Tolède ; l’autre, qui lui fait face et devant laquelle on passe pour descendre à la rue de la Cava Baja, c’est San Juan. Au-dessus de la porte de San Millan, on voit dans une niche une assez mauvaise statue, grossièrement peinte, représentant un moine, une longue palme à la main, une tête coupée sous les pieds : c’est San Millan, un saint bien choisi, un excellent saint pour une place d’exécution !

La horca était placée depuis le matin. Elle se forme d’une épaisse solive fixée horizontalement dans deux poutres perpendiculaires, assujéties au sol par d’autres pièces de bois qui leur servent de base et de racine. Deux escaliers de bois, dont le pied se trouve du côté de la fontaine, montent de front à la solive horizontale à laquelle ils aboutissent.

Une compagnie de grenadiers provinciaux sur deux rangs, formait un vaste carré autour de la horca, et des factionnaires contenaient encore le peuple à quelque distance de ce carré. Un fort détachement de grenadiers à cheval était rangé le long des maisons, situées en face de la horca. Un grand nombre de personnes, des femmes surtout et des jeunes gens, garnissaient les balcons et les croisées de ces maisons. Ce sont là les premières loges, les meilleures places. Je ne sais si on les loue. — À Madrid du moins on n’a pas l’impudeur de l’annoncer par des écriteaux.
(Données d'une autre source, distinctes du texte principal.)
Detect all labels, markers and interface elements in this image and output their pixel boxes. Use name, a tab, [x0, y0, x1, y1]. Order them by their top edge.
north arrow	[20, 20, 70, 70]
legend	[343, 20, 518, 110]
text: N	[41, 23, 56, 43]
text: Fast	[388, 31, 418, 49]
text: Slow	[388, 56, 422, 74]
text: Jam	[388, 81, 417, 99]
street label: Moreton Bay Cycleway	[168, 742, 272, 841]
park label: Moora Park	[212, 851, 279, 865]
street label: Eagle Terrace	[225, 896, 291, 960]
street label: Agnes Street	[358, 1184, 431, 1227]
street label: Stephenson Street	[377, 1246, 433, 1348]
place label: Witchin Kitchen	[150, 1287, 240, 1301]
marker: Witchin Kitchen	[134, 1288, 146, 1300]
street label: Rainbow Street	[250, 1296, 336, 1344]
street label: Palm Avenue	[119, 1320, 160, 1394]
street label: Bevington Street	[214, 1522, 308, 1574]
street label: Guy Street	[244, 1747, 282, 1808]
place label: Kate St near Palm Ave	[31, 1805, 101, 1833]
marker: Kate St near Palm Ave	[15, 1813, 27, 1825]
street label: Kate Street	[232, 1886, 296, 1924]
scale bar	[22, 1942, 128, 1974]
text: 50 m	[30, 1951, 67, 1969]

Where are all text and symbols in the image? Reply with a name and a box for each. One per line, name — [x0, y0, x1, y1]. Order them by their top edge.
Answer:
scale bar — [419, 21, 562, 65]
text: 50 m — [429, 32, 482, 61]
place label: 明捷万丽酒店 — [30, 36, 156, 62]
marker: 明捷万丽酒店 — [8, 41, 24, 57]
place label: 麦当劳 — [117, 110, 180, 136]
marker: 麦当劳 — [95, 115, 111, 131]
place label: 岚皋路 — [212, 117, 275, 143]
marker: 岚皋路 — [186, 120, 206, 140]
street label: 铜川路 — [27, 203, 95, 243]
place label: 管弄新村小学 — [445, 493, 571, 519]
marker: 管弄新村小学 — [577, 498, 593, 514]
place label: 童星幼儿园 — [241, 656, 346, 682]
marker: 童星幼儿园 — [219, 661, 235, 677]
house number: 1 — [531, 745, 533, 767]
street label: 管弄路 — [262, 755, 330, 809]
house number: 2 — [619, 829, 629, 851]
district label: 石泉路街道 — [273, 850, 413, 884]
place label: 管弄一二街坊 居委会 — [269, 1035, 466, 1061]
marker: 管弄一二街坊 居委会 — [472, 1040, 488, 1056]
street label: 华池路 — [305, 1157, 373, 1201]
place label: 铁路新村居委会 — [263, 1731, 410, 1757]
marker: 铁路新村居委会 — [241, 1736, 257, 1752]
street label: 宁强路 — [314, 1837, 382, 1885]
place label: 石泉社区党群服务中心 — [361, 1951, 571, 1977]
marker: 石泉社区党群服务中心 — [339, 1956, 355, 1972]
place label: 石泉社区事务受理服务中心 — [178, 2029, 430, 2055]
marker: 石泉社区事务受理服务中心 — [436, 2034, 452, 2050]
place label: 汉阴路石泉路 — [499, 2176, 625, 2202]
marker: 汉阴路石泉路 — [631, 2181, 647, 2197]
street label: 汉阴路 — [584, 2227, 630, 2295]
La foule n’était pas si grande sur la place, qu’on n’y pût encore assez facilement circuler. J’en fis le tour. Je me retrouvais près de la fontaine ; je m’arrêtai là, à quelques pas de la haie des grenadiers formant le carré. Le cortége y avait déjà pénétré, et s’était rangé au pied de la horca. Je remarquai aussi dans l’intérieur du carré, un groupe nombreux de gardes-du-corps, de très jeunes officiers de diverses armes. C’était un privilége de leur grade. Ils avaient là leurs entrées. Ils voyaient mieux ! Ils voyaient de tout près. —

Cependant, au sommet de la horca, monté à califourchon sur la solive horizontale, le bourreau disposait ses cordes.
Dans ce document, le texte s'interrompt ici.